Section 11.5 Expenses. To the fullest extent permitted by applicable law, expenses (including legal fees) incurred by a Covered Person in defending any claim, demand, action, suit or proceeding shall, from time to time, be advanced by the Company prior to the final disposition of such claim, demand, action, suit or proceeding upon receipt by the Company of an undertaking by or on behalf of the Covered Person to repay such amount if it shall be determined that the Covered Person is not entitled to be indemnified as authorized in Section 11.4 hereof.

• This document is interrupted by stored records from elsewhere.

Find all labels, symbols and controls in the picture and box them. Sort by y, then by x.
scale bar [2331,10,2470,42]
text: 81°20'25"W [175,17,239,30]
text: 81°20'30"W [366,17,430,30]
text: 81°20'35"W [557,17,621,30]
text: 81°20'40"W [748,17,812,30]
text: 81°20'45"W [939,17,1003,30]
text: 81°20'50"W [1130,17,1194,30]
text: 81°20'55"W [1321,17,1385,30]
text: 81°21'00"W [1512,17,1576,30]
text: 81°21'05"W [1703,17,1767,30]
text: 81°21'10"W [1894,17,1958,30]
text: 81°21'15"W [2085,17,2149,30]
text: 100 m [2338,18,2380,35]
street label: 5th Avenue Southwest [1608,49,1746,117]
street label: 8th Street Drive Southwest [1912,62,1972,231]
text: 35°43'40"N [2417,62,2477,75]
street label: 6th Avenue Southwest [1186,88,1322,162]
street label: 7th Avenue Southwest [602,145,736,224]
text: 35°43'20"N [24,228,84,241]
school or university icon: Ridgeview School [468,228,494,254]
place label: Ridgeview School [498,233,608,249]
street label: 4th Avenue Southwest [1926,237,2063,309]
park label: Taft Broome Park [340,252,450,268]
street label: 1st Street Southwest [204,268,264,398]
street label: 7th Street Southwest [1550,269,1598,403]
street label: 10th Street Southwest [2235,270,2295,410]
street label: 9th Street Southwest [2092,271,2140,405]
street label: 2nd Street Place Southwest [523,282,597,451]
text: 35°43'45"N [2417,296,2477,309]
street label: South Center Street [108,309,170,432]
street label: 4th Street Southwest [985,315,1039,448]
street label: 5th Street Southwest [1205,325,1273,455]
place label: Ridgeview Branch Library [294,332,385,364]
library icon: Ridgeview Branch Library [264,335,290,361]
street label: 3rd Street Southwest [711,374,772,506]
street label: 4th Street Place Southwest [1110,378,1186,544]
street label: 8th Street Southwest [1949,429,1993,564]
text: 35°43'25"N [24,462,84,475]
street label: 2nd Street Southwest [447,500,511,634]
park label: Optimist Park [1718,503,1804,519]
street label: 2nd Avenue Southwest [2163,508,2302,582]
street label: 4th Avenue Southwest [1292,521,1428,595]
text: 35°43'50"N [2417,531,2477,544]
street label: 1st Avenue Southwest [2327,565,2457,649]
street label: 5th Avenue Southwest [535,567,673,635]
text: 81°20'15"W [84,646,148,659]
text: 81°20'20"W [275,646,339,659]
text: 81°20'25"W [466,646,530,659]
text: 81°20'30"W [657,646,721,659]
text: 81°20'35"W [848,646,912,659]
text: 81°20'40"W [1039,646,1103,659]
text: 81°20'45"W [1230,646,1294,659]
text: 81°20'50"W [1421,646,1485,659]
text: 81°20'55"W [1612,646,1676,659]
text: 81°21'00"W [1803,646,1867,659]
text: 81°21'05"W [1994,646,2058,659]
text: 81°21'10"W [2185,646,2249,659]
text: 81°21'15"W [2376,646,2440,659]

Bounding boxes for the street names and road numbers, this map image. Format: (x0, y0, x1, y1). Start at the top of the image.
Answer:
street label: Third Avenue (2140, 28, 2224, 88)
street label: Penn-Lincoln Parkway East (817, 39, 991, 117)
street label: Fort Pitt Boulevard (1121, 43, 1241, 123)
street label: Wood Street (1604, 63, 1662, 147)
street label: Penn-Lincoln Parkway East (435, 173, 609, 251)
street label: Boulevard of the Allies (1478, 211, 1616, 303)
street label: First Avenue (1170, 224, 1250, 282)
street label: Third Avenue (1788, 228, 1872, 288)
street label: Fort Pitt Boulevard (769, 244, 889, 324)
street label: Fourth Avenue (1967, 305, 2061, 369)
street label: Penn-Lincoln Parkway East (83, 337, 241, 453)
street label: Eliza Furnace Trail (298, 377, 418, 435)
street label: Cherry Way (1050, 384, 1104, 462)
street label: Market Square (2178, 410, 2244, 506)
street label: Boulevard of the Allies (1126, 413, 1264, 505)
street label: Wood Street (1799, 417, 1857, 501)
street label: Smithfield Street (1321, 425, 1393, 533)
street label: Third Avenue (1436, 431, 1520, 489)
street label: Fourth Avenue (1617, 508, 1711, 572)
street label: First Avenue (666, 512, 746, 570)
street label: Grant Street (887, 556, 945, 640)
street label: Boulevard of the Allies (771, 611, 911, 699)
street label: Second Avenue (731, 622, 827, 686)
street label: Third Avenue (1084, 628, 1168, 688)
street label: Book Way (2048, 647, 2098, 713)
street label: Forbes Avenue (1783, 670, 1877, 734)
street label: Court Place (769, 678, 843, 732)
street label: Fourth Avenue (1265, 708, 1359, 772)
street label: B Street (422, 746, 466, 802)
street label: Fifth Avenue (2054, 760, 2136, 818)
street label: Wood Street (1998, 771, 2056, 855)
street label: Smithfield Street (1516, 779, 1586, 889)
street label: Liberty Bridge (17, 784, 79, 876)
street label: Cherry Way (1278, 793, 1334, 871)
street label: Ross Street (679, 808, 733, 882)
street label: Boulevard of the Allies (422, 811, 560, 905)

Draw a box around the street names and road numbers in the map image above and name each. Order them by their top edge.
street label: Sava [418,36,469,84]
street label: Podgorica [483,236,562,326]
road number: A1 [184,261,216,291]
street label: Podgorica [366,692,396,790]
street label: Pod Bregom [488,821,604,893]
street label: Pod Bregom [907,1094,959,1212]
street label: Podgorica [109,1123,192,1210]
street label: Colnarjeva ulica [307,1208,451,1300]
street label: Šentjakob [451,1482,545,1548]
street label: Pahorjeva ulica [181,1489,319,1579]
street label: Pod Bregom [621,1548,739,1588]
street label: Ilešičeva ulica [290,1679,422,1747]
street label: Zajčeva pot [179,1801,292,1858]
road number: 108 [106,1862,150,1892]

Section 11.6 Outside Businesses. Except as otherwise provided in any employment agreement or other agreement any Member, Director, Officer, or Affiliate thereof may engage in or possess an interest in other business ventures of any nature or description, independently or with others, similar or dissimilar to the business of the Company, and the Company, the Members, Directors, and Officers shall have no rights by virtue of this Agreement in and to such independent ventures or the income or profits derived therefrom, and the pursuit of any such venture, even if competitive with the business of the Company, shall not be deemed wrongful or improper. Except as otherwise provided in any employment agreement or other agreement, no Member, Director, Officer, or Affiliate thereof shall be obligated to present any particular investment opportunity to the Company even if such opportunity is of a character that, if presented to the Company, could be taken by the Company, and any Member, Director, Officer, or Affiliate thereof shall have the right to take for its own account (individually or as a partner or fiduciary) or to recommend to others any such particular investment opportunity.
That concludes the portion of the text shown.